In an Instagram post from earlier this week, Alexander writes:
"The difference between this photos isn't my level of happiness or contentment with myself. Or what measure of beauty I relate/d to (FYI I thought I was hot shit on the left)💁🏼. It's not my confidence. Or the affection I feel for myself. ✨The ONLY thing different is a number of inches, some discipline, and time. ✨If you don't believe you are worthy of love at 225 lbs, you won't grasp it 70lbs later. It won't matter if you see your ideal body in the mirror, your confidence doesn't come from smaller sized yoga pants...it has to be soul-deep. And it has to be foundational to be transformational. 👋🏼 You don't need to have rock solid abs, or free-flowing air between your thighs, or a marathon under your belt to find your value. It exists within you ALREADY, my dear. Dig deep and find it. 👌🏼"
Alexander makes SUCH an important point here. If you’re starting a fitness journey, you need to do it for the right reasons. If you don’t already love yourself, weight loss isn’t going to change that. There are so many benefits to exercise and eating well: better sleep patterns, more energy, glowing skin, stronger joints.

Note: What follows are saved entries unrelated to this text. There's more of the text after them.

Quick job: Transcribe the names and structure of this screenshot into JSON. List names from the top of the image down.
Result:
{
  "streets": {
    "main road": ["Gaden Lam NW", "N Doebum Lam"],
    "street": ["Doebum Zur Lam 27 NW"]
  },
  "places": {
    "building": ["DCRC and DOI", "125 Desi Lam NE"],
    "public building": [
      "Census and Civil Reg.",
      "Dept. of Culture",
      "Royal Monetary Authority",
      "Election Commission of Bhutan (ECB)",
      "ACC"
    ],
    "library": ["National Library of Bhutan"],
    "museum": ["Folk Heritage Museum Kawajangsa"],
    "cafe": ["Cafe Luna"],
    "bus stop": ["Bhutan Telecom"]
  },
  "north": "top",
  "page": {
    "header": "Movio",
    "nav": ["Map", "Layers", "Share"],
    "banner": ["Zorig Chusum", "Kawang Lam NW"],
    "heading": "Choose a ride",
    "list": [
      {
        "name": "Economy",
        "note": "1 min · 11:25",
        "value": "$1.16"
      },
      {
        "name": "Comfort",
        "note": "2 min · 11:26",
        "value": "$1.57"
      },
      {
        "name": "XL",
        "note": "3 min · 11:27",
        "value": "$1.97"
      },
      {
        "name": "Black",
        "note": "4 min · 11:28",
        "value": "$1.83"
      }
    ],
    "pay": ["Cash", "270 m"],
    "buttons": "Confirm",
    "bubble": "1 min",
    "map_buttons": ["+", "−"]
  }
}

Weight loss is just a side effect – it doesn’t happen for everyone, so you’d better be ready to get the most out of your healthy lifestyle either way.
If you’re working out and you’re not happy, take a leaf out of Alexander’s book. She writes: “I stopped obsessing over the number stitched on the tag of my pants. Or how I compared with everyone else, both on social media and in life. I put away the food scale. I let myself have that extra glass of wine. I spent more of my time helping others and less time thinking of myself. ”
Now that sounds like a pretty great philosophy to us.